Today, let us look at the conversion of Basilides, who lived in A.D. 204. There were three women executed, Rhais, Marcella and her daughter Potamiena. The women were tortured then burned slowly “by degrees” alive. One would shudder to imagine such a death, Basilides one of the executors was converted following something Potamiena had said during her conversion.
“Eusebius writes, "Being among his companions, and an oath being demanded of him on some special matter, he said, that he dared not swear at all, because he was a Christian, and did openly confess it before them. When they heard this, they thought at first, that he was joking; but when he persistently asserted it, and showed that he was in earnest, he was seized and cast into prison. When some of the brethren came to visit him and inquired how it happened that he had become changed so suddenly, he fully satisfied them in regard to the matter. Having heard this, they gave him the sign of the Lord, that is (as A. Mellinus explains it), he was baptized in the name of Christ. The following day he was beheaded for the confession of the Lord. Compare the preceding accounts concerning the disciples of Origen, with Eusebius, lib. 6, cap. 5, fol. 107, cot. 1, 2. Also, A, Mellinus, lst book, fol. 58, Col. 1, 2. Also, P. J, Twisck, Chron., 3d book, for the year 204, fol. 55; Col. 2, above. Also, Introduction M. Sp., fol. 39; Col. 1. (p. 129)”
This is someone who had counted the cost. He knew firsthand what it meant to profess faith in Christ. We don’t know how many Christians he himself had killed; it would only take one to get the point across. Christianity was a death sentence in A.D.204, and not only death awaited but terrible torture before dying. Still, Basilides forsook his sins and became ready for the kingdom of God. Like Moses, he decided to “...to suffer affliction with the people of God, [rather] than to enjoy the pleasures of sin for a season;” (He. 11:25).
Perhaps he was struck by the admonishment of Jesus, who said (Mk. 8:36), “For what shall it profit a man, if he shall gain the whole world, and lose his own soul?” We don’t know what was said but the question is exemplified in this courageous act of Basilides. His fellow soldiers thought he must be joking. This must have weighed on their hearts to see him stand and not back down even to the point of death.
His fellow Christians came “to visit him” when they were convinced of the genuineness of his conversion, they baptized him. These men of God took seriously the admonitions in the Scripture to test every spirit, to lay hands on no man suddenly. This must be done sternly, soberly and thoroughly, as eternity is too grave a matter to be wrong.
People today won’t come to Christ because they realize they must give up their sinful lifestyles. This is not a good example of counting the cost. These people have not considered their sinful pleasures last only so long. Consider this truth, written plainly in the Revelation of John:
“He that is unjust, let him be unjust still: and he which is filthy, let him be filthy still: and he that is righteous, let him be righteous still: and he that is holy, let him be holy still.”-Rv. 22:11
In other words, if you die a drunkard, you will be a drunkard still. Drunkards do not enter heaven, therefore, in hell you will continue with your desire for drunkenness, yet there will be no relief for that desire. You may be in hell with all your worldly lovers, but you will no longer be fornicating with them. Count the cost!
Whatever thrill you may find in this earth is pursuing it worth an eternity in hell?

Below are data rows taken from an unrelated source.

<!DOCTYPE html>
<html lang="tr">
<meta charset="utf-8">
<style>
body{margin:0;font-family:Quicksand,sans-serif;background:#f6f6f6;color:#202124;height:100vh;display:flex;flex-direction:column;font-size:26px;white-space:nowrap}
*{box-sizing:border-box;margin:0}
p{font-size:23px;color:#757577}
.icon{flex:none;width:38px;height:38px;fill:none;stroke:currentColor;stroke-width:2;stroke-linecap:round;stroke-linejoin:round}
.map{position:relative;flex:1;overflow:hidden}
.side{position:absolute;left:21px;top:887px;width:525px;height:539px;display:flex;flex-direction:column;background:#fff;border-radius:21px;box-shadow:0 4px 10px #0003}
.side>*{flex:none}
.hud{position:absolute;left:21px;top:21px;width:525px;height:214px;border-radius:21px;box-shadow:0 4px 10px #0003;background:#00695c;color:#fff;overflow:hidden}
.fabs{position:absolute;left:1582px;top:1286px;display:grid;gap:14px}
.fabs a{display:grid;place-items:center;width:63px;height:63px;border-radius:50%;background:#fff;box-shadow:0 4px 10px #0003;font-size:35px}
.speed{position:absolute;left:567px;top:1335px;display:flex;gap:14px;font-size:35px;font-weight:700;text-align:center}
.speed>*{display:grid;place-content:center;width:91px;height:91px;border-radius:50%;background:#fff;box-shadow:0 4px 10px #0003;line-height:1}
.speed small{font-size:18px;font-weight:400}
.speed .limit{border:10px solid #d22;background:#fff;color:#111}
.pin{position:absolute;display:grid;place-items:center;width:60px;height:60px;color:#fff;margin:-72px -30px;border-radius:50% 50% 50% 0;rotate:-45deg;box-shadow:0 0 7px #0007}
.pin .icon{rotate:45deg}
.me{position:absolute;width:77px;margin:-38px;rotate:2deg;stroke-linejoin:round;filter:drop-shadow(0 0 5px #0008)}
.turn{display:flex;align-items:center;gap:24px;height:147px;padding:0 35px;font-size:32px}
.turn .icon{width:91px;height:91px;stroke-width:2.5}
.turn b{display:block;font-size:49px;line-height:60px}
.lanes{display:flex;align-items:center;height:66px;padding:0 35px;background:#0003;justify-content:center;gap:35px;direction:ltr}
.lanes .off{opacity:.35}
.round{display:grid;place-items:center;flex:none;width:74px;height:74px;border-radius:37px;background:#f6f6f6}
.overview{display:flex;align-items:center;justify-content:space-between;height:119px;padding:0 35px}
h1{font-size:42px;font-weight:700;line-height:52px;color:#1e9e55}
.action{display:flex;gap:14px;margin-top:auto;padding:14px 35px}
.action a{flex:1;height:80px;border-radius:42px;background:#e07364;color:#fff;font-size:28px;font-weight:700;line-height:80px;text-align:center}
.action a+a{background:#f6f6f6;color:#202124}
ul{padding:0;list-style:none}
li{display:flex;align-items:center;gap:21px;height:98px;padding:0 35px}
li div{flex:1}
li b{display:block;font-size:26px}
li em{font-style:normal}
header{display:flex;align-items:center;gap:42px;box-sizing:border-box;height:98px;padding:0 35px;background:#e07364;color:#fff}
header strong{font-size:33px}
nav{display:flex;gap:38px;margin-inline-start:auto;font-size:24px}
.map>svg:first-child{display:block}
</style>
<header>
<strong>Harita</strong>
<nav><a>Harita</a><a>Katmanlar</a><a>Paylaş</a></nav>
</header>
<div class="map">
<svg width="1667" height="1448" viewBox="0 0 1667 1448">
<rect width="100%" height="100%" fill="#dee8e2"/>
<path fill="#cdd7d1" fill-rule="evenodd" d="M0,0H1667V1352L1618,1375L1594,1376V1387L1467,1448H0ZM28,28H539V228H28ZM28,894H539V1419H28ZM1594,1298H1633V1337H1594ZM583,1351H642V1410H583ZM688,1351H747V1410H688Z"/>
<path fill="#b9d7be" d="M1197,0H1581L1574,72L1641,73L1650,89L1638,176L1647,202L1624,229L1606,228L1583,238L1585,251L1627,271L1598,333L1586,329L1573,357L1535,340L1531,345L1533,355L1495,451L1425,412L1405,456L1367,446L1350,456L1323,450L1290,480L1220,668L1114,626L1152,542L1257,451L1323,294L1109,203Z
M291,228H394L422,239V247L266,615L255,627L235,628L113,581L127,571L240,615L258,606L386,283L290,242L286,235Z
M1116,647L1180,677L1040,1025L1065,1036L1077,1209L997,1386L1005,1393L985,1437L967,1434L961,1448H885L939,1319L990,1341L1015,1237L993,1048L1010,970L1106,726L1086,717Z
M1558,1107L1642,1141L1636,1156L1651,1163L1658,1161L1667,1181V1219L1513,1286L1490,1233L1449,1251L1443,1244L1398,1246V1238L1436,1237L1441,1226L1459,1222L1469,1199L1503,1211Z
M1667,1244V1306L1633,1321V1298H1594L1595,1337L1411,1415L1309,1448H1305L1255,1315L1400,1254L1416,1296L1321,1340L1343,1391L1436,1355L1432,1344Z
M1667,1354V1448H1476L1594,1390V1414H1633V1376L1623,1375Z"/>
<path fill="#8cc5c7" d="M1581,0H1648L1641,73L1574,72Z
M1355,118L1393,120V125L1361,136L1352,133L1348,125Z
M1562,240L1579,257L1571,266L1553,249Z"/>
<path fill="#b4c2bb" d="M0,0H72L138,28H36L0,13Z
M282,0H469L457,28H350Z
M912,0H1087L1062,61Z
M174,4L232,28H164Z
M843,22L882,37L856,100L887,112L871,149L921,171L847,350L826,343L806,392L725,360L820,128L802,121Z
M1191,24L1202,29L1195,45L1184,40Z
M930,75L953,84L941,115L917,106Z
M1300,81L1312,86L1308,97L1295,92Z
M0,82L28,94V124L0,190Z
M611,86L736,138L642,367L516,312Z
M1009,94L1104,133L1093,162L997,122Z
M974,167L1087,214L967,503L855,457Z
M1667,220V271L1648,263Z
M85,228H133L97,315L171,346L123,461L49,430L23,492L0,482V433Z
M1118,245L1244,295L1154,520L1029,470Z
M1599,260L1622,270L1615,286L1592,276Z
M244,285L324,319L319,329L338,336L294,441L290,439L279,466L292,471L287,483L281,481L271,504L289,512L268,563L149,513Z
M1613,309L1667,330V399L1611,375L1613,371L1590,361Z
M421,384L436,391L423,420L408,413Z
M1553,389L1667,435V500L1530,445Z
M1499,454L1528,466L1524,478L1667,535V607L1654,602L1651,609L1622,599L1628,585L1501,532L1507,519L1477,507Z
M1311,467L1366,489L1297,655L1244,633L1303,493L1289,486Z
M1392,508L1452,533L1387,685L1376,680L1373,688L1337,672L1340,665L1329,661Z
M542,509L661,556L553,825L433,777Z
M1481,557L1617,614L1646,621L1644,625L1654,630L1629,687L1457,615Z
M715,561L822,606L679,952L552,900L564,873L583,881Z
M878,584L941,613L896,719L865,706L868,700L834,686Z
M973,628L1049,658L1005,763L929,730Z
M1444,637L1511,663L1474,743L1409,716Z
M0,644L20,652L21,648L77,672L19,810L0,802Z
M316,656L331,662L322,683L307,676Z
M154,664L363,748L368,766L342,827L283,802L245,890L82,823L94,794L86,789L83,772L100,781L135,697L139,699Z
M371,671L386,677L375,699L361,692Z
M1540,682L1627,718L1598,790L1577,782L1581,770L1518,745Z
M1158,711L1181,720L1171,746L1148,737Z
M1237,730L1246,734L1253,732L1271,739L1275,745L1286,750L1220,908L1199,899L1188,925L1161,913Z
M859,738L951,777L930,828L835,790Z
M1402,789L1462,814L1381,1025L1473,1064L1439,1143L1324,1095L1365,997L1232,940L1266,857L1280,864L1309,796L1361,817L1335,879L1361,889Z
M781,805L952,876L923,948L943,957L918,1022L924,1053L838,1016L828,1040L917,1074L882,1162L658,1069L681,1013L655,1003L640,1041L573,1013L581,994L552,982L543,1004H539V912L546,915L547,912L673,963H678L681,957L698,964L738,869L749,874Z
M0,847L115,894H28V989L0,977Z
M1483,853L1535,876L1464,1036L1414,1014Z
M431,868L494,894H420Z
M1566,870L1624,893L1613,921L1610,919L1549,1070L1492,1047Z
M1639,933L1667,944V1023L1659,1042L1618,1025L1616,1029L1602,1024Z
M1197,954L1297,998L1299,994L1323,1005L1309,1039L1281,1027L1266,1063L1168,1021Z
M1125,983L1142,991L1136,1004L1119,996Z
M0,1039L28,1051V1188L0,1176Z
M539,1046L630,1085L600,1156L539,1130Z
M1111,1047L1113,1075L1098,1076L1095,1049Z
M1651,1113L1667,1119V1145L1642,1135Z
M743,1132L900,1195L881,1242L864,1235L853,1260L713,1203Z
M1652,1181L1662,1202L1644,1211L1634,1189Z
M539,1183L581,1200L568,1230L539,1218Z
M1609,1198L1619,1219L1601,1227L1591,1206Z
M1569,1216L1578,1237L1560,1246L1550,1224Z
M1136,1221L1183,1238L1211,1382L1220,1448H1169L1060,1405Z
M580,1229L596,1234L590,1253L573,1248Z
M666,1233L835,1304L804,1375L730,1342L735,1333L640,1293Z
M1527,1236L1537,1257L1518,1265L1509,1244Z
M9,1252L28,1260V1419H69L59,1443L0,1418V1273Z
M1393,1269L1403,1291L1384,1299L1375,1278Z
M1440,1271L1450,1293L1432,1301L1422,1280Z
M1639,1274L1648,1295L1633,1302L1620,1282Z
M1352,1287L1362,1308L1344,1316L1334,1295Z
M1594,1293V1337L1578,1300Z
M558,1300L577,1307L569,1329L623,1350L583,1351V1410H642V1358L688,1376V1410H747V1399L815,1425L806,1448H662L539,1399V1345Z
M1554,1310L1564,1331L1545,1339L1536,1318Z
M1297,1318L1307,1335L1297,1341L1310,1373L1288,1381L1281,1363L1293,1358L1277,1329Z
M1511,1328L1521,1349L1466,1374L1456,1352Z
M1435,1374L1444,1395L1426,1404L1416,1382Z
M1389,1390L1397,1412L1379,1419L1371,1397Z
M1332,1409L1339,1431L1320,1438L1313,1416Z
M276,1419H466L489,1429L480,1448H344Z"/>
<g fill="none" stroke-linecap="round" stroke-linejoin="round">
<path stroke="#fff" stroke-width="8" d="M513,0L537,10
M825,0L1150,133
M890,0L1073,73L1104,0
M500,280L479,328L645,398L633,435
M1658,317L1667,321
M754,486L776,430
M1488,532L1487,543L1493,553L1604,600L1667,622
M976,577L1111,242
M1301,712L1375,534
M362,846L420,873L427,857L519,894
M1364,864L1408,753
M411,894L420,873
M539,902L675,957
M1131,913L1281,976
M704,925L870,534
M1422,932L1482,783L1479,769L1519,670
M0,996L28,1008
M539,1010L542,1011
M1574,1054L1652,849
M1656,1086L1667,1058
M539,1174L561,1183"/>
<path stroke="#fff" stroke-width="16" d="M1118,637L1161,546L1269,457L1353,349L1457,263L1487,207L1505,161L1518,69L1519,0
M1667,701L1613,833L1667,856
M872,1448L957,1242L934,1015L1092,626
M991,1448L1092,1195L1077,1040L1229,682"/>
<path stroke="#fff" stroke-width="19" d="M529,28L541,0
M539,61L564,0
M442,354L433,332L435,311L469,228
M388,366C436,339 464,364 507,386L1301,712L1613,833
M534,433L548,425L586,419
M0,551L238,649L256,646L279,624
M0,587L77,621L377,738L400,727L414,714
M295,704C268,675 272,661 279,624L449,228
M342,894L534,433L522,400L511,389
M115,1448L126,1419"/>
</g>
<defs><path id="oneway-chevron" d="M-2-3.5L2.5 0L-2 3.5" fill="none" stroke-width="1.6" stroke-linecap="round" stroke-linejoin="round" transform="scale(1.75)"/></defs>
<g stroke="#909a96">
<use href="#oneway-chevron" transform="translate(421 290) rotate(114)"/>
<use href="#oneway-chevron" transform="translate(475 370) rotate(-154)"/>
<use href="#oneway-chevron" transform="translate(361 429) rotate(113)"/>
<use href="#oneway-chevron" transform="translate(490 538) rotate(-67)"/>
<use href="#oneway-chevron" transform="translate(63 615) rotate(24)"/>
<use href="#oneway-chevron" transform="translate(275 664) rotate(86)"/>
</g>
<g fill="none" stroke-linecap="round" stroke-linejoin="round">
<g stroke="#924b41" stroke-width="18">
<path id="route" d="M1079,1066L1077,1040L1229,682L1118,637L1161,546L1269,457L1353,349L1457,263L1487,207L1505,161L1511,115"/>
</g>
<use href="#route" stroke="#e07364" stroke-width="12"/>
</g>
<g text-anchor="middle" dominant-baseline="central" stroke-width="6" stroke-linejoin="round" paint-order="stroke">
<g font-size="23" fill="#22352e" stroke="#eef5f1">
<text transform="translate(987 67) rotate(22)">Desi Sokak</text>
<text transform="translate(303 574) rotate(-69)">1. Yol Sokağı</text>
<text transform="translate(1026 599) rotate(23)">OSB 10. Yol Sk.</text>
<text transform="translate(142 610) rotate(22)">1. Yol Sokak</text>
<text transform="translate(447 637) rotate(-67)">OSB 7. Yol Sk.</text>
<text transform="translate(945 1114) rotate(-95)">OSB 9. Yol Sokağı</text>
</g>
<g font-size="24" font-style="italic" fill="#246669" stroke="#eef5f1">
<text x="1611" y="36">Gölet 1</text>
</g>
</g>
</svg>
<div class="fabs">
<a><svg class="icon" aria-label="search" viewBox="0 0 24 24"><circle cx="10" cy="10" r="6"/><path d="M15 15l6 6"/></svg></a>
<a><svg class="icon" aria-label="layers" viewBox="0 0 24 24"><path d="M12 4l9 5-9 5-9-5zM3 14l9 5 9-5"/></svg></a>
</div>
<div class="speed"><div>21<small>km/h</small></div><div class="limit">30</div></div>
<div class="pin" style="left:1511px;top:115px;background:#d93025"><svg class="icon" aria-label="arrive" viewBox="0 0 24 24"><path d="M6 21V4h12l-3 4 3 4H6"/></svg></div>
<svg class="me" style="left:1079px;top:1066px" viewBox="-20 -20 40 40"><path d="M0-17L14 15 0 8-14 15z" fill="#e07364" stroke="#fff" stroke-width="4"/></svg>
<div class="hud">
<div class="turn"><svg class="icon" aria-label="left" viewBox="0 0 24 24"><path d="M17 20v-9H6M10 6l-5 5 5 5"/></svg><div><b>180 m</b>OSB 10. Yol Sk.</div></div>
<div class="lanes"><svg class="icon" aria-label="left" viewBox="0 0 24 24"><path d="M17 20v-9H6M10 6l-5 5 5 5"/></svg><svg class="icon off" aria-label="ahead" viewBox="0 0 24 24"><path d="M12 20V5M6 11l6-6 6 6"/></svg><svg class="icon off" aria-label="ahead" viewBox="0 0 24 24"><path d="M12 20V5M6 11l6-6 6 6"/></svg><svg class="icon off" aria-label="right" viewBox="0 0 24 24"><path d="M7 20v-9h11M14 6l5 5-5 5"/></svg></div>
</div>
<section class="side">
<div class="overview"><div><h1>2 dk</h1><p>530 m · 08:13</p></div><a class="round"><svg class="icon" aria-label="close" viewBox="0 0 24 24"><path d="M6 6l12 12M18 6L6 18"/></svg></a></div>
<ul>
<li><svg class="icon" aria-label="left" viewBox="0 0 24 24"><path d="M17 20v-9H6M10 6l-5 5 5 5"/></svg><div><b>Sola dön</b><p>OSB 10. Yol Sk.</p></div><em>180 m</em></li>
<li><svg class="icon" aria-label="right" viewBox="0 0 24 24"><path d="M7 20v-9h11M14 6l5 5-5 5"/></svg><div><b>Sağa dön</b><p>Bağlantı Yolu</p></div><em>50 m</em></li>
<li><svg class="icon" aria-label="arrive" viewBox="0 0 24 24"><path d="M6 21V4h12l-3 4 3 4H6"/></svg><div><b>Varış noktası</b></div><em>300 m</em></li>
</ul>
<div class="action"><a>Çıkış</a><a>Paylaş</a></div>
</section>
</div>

What does it profit a man? What can a man give in exchange for his soul?
“For thus saith the LORD, Ye have sold yourselves for nought; and ye shall be redeemed without money.”-Is. 52:3
He delivered that promise on the cross of cavalry. The lamb of God has come to take away the sins of the world and woe unto anyone who would deny that precious gift! For what? Basilides was a wise man and we would do well to remember his sacrifice and example.
He was quickly baptized just before he was killed. One of the women mentioned above, was yet to be baptized when she was killed. There was some discussion of whether she would be saved until it was decided she was baptized by fire. Do you see the reverence they placed on the doctrine of salvation in the early days of Christianity? Do you see the fear of God? We would do well follow the example of the early church.
I am only a brother...
Can I tell you about my elder brother Jesus?